Shoreline for Titan?
By Ron Cowen
New radar images of Saturn’s smog-shrouded moon Titan show signs of a shoreline cutting across the moon’s southern hemisphere. Such a shoreline might have been sculpted by liquid methane. Researchers have long speculated that methane, abundant in Titan’s thick atmosphere and recently found in frozen form on its surface, rains down on the moon. Titan is too cold for water to be present as a liquid.
High prevalence of liquid methane would support the notion that Titan is a chemical cousin of the early Earth, and contains a hydrocarbon brew much like the one from which life emerged on our planet.

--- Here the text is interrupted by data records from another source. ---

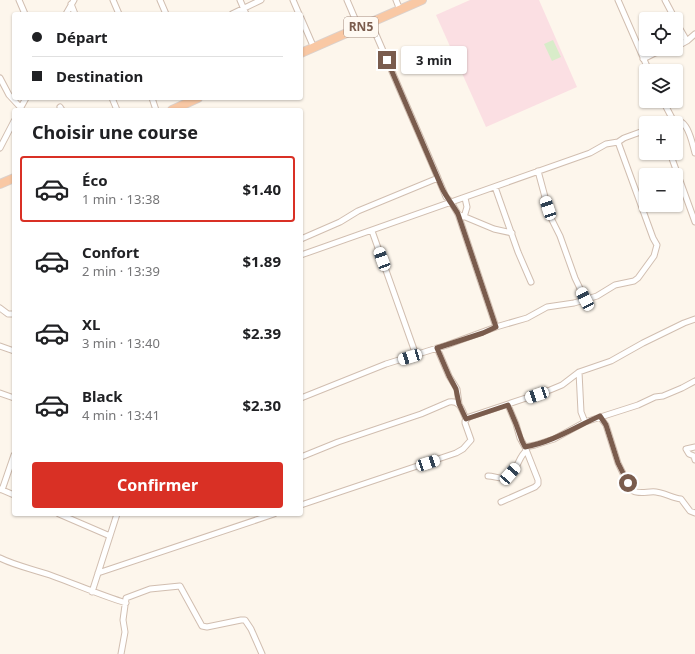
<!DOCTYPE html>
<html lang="fr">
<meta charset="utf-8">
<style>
body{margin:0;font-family:"Noto Sans",sans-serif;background:#f2f2f2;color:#202124;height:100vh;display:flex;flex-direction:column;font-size:15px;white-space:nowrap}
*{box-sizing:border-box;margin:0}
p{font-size:13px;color:#757577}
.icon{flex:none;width:22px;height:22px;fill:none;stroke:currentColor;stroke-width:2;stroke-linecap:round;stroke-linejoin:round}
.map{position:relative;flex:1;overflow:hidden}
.sheet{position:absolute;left:12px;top:108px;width:291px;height:408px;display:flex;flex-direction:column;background:#fff;border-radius:4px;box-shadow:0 1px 3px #0004}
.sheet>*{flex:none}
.hud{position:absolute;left:12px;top:12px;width:291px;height:88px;border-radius:4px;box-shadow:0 1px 3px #0004;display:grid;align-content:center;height:88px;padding:0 20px;background:#fff}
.buttons{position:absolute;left:639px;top:12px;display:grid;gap:8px}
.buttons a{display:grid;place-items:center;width:44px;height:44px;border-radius:4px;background:#fff;box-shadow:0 1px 3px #0004;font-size:20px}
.end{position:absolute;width:18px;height:18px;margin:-9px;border:5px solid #7a5c4d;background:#fff;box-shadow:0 0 0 2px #fff}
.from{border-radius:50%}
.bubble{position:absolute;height:28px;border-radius:4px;background:#fff;box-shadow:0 1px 3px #0004;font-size:13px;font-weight:700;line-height:28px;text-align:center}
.car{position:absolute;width:12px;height:24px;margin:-12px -6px;border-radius:5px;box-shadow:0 0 3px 1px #0007;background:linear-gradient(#fff 24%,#345 0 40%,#fff 0 76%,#345 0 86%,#fff 0)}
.hud b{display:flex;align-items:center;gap:14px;height:38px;font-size:15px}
.hud b+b{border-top:1px solid #e0e0e0}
.hud i{width:10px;height:10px;background:#202124}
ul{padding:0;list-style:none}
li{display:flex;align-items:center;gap:12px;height:66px;margin:0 8px 6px;padding:0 12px;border:2px solid transparent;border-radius:4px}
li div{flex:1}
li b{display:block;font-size:15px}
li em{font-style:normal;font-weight:700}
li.active{border-color:#d93025}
li>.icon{width:36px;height:36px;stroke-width:1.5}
h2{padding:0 20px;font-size:18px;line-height:48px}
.action{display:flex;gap:8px;margin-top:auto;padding:8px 20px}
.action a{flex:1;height:46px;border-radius:4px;background:#d93025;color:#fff;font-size:16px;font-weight:700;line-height:46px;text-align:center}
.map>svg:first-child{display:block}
.medical{fill:#fbdfe3}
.green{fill:#d8ecc9}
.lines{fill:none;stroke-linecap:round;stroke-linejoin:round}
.minor-casing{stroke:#d1beb0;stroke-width:7}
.trunk-casing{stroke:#dad1cd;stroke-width:10}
.minor{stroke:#fff;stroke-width:5}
.trunk{stroke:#f9c8a4;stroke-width:8}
.route{stroke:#7a5c4d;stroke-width:5}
.labels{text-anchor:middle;stroke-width:3;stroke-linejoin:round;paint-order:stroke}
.shield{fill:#fffaf3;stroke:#a28b7f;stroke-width:1}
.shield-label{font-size:12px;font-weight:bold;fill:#7a5c4d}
</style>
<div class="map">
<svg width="695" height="654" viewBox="0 0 695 654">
<rect width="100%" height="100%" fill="#fdf6ec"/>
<path class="medical" d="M470 0H539L577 87 486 127 436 15Z"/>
<path class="green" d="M553 40 561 57 552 61 544 44Z"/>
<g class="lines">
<g class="minor-casing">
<path id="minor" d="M19 0 25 14
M113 0 119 14
M160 0 166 14
M240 0 246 14
M293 0 299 14
M347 0 359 28
M396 0 400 10
M618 0 649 71
M665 0 675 19
M71 4 75 14
M66 14 74 0
M232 14 261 0
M301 18 314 48
M676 22 687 41
M676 47 687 41 695 34
M643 59 655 53 671 49
M0 78 9 95 21 108
M112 98 117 110
M152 98 156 110
M663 101 673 120
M60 107 62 110
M20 109 26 98
M667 123C687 112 691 139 695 153
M0 148 14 121
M670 153 695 222
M538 171 545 197 552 220 560 236 575 278 585 299
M438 178 446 197 451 202 458 214 496 327
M495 187 518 252 531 282
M458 214 494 229 512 233
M464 217 467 207 465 198
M372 231 416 355
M301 239 340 222 358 211 438 178 371 23
M301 255 590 153 606 144 618 142 624 138 646 130
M0 308 8 314H14
M0 346 14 351
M437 348 449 376 457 389 459 404
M579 372 581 412 585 422
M0 393 14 398
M301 398 386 364 447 345 496 327 527 318 547 307 574 303 597 296 615 285 634 281 638 278 654 256 657 245 653 238 618 142
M600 417 606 425 618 463 631 490C638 495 648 491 656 492 665 493 672 498 681 499L690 511 695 513
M525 447 535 445 554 439 585 422 638 405 655 397 663 396 682 388 695 381
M695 447 686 449 689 454 694 456 695 460
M301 457 338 442 421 414 449 402C460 400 462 410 466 419
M488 476C494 476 499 479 504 478 518 474 517 458 526 451
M0 489 14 495
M2 490 14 455
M501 502 535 487 538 484V480L525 447 520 438 516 424 508 405
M301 505 456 453 463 449 471 440 465 423V421L469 417 550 390 562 385 579 372 611 361 643 343 684 323 695 319
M59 514 110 536
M0 558C16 566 33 569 50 575 75 584 100 595 126 603
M98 573 274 514
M92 592 117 514
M121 654 125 632 123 620 126 598 150 589 180 586 202 626 207 627 241 620H245L251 629 262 654"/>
</g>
<g class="trunk-casing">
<path id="trunk" d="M301 53 422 0
M172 110 198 98
M0 184 14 178"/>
</g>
<use href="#minor" class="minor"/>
<use href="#trunk" class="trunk"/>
</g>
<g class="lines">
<path class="route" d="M387 60 442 188C446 197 453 205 458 214L496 327 483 333 437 348 449 376 456 389 459 404 466 419 508 405 516 424 522 441 525 447C553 442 575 427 600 416L606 425 618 463 628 483"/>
</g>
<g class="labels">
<rect class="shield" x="344" y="17" width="34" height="20" rx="3"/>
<g class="shield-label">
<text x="361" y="31">RN5</text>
</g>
</g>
</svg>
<div class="buttons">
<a><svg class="icon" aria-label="locate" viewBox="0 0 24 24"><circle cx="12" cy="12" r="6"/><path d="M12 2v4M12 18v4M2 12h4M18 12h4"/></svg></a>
<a><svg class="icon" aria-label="layers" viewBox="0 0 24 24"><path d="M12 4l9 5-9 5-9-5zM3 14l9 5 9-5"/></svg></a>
<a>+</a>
<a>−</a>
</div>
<i class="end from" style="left:628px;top:483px"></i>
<i class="end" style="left:387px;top:60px"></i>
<div class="bubble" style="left:401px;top:46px;width:66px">3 min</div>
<i class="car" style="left:548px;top:208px;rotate:342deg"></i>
<i class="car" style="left:382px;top:259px;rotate:340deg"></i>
<i class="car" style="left:585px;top:299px;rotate:333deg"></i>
<i class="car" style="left:410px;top:357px;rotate:253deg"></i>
<i class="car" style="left:537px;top:395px;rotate:251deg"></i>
<i class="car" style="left:428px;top:463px;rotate:72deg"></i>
<i class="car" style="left:510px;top:474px;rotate:41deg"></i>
<div class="hud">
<b><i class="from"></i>Départ</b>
<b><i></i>Destination</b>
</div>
<section class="sheet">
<h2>Choisir une course</h2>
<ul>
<li class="active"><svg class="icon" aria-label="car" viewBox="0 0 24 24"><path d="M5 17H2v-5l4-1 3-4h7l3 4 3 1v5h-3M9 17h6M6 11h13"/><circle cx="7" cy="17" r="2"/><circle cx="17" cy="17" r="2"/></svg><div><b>Éco</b><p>1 min · 13:38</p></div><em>$1.40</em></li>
<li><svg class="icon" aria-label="car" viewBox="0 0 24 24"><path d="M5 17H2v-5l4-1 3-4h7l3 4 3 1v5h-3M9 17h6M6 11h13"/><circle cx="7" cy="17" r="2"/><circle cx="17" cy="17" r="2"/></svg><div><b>Confort</b><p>2 min · 13:39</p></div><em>$1.89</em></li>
<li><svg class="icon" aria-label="car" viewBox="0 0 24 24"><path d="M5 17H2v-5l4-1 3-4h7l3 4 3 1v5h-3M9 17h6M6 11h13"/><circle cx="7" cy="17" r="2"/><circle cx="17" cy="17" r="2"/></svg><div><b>XL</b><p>3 min · 13:40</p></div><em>$2.39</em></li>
<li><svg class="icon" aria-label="car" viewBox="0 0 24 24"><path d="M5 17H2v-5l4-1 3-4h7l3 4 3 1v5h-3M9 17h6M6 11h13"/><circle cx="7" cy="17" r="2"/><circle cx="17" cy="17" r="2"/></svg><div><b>Black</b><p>4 min · 13:41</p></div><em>$2.30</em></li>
</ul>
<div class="action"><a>Confirmer</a></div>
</section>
</div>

The apparent shoreline shown in the radar images, taken by the Cassini spacecraft on Sept. 7, during its eighth flyby of Titan, divides a bright region from a dark one. Radar-bright areas on moons and planets tend to be rough, while radar-dark areas are smooth.
The dark region is “where liquid or a wet surface has most likely been present, now or in the recent past,” says Cassini scientist Steven Wall of NASA’s Jet Propulsion Laboratory in Pasadena, Calif.

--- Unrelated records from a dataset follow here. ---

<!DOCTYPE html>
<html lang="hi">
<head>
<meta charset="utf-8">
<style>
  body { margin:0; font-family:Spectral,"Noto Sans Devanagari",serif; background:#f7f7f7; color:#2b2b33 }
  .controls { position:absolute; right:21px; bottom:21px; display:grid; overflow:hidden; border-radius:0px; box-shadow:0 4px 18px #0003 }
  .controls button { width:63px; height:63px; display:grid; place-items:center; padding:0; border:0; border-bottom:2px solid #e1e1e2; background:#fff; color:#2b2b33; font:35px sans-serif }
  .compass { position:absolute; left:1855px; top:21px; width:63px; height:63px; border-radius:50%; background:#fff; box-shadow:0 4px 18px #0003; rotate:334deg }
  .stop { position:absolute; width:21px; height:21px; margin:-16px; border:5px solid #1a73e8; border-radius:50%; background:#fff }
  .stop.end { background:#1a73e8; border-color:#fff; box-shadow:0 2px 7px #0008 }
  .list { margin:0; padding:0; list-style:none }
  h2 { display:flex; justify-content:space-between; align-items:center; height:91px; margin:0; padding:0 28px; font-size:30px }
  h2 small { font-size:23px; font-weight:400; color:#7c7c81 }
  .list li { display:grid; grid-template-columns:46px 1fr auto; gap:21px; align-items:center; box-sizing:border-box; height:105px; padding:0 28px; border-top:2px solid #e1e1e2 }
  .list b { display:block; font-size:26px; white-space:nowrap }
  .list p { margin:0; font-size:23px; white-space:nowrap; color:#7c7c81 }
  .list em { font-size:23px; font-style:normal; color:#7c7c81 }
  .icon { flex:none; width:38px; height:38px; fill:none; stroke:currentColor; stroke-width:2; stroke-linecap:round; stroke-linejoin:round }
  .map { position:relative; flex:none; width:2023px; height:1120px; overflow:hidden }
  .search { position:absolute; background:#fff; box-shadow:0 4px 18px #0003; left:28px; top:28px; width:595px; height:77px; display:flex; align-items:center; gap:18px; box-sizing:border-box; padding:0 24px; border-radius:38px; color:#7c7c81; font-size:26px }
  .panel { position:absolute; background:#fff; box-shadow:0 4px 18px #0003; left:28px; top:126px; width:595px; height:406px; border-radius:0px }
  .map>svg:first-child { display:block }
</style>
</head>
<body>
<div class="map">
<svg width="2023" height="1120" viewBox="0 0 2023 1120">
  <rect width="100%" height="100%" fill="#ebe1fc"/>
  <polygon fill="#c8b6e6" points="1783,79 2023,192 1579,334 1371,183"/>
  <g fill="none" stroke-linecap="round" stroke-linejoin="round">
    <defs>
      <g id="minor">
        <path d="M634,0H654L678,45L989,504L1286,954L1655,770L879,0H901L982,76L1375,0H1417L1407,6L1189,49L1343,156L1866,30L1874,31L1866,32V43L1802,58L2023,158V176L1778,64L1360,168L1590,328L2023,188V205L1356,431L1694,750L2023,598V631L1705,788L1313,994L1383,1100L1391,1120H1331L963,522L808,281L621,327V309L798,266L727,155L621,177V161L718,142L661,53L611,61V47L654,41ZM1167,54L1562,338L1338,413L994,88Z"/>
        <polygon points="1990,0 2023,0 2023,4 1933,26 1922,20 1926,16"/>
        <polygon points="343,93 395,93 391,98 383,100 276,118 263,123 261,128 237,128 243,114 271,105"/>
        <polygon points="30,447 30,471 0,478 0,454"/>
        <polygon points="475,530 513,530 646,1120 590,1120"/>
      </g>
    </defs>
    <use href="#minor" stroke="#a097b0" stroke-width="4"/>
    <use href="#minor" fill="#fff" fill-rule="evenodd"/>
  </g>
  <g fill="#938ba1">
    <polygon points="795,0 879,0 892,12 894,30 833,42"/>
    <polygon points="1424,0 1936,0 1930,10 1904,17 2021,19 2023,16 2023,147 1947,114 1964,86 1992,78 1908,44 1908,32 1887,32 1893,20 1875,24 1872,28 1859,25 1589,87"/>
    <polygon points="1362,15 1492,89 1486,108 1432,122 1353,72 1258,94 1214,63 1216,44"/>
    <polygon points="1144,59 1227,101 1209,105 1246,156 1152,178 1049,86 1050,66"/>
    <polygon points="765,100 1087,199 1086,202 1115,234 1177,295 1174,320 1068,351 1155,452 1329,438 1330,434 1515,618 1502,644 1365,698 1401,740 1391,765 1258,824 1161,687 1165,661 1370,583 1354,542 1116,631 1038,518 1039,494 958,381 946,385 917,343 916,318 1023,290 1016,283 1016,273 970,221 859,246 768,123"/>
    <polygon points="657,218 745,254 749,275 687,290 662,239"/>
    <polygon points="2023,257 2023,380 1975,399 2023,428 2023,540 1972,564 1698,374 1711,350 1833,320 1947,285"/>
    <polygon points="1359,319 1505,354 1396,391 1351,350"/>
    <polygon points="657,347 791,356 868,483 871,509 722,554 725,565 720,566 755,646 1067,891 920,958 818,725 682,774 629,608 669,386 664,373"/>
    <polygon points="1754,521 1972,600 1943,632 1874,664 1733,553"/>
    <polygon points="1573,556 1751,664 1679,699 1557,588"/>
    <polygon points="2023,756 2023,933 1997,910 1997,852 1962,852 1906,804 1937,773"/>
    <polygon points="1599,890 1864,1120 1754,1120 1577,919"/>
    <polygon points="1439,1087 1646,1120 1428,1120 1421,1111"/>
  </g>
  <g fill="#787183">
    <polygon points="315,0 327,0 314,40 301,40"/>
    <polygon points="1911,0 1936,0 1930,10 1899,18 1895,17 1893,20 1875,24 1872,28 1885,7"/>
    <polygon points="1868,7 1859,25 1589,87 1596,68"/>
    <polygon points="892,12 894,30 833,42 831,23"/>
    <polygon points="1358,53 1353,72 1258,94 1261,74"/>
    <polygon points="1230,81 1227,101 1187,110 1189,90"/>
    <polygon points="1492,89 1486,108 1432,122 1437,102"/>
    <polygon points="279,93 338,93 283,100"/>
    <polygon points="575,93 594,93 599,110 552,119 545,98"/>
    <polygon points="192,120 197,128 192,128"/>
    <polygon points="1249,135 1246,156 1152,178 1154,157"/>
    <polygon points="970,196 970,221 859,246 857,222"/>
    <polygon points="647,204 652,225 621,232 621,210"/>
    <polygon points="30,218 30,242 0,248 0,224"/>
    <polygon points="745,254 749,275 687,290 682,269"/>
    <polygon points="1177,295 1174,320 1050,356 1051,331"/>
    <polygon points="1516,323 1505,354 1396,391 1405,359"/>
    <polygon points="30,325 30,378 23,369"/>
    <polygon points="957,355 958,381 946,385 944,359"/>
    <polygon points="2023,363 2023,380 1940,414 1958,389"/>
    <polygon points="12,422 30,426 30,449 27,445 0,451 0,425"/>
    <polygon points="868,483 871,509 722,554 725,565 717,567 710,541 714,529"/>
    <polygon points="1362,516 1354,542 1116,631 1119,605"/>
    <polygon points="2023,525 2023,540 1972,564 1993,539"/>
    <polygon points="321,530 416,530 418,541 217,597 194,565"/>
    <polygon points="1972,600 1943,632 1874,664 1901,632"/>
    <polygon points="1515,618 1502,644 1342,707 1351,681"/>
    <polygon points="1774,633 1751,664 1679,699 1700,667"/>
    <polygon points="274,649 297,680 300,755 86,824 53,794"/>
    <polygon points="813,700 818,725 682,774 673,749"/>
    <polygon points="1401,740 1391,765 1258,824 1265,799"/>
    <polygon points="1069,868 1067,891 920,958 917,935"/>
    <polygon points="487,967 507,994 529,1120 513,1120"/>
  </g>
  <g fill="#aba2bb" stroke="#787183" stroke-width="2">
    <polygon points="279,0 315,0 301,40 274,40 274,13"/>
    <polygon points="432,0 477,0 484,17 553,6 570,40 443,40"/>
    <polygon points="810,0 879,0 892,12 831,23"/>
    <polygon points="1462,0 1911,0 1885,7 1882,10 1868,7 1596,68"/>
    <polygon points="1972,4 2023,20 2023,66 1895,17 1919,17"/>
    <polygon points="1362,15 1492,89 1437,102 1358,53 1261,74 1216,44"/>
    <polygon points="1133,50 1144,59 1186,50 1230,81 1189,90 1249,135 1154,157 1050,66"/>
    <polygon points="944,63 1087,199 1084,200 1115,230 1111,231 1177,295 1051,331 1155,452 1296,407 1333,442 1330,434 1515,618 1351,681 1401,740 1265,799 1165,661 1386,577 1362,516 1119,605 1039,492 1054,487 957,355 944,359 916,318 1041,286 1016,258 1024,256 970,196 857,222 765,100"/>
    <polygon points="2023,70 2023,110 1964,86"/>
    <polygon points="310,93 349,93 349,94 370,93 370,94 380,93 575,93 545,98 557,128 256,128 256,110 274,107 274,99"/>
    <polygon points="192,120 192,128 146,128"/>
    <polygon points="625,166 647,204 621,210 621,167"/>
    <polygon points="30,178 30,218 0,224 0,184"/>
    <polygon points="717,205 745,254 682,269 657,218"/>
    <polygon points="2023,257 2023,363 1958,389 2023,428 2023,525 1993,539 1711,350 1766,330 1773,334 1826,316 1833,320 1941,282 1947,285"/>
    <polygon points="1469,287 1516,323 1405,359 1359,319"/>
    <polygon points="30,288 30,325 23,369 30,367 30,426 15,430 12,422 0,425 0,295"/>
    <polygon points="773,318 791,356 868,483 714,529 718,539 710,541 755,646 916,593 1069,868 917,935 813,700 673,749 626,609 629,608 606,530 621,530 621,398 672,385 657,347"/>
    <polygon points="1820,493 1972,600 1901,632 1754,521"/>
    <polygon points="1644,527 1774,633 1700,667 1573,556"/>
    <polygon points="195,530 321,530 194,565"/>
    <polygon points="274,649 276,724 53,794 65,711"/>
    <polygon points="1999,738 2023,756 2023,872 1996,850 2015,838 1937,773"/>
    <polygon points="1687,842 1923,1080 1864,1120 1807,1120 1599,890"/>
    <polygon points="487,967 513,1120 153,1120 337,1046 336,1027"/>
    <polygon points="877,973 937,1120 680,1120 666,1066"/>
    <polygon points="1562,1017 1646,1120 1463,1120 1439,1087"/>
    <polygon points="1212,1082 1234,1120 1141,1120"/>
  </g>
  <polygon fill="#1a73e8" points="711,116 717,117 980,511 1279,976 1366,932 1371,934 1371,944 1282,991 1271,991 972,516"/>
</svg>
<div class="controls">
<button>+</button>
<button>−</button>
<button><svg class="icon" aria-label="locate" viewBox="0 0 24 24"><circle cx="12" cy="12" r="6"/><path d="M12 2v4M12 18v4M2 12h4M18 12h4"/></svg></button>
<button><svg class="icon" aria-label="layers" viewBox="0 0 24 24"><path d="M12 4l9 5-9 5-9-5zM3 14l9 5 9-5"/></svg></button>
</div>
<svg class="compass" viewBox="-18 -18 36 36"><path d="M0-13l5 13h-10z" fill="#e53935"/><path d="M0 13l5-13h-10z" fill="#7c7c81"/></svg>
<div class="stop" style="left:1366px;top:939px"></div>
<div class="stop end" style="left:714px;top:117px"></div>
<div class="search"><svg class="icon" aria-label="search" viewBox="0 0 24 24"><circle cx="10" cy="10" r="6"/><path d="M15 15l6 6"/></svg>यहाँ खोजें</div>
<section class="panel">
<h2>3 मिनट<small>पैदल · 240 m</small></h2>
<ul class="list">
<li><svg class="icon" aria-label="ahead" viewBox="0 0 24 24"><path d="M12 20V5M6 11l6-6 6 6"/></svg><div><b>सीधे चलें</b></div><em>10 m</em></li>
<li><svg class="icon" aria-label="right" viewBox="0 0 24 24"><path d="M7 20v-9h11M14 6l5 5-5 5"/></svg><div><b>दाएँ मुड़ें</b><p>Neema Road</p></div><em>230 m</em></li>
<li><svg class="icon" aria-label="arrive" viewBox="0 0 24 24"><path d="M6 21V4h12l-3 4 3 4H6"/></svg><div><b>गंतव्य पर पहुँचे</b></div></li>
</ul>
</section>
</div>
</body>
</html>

A shoreline would remain intact even after a liquid has receded, notes team member Jonathan Lunine of the University of Arizona in Tucson. However, the darkest, smoothest parts of the images could indicate pools of liquid hydrocarbons now present on the moon, he adds.
In the bright region, a network of channels—some of them 100 kilometers long—may indicate where liquid hydrocarbons have cut into Titan’s icy crust.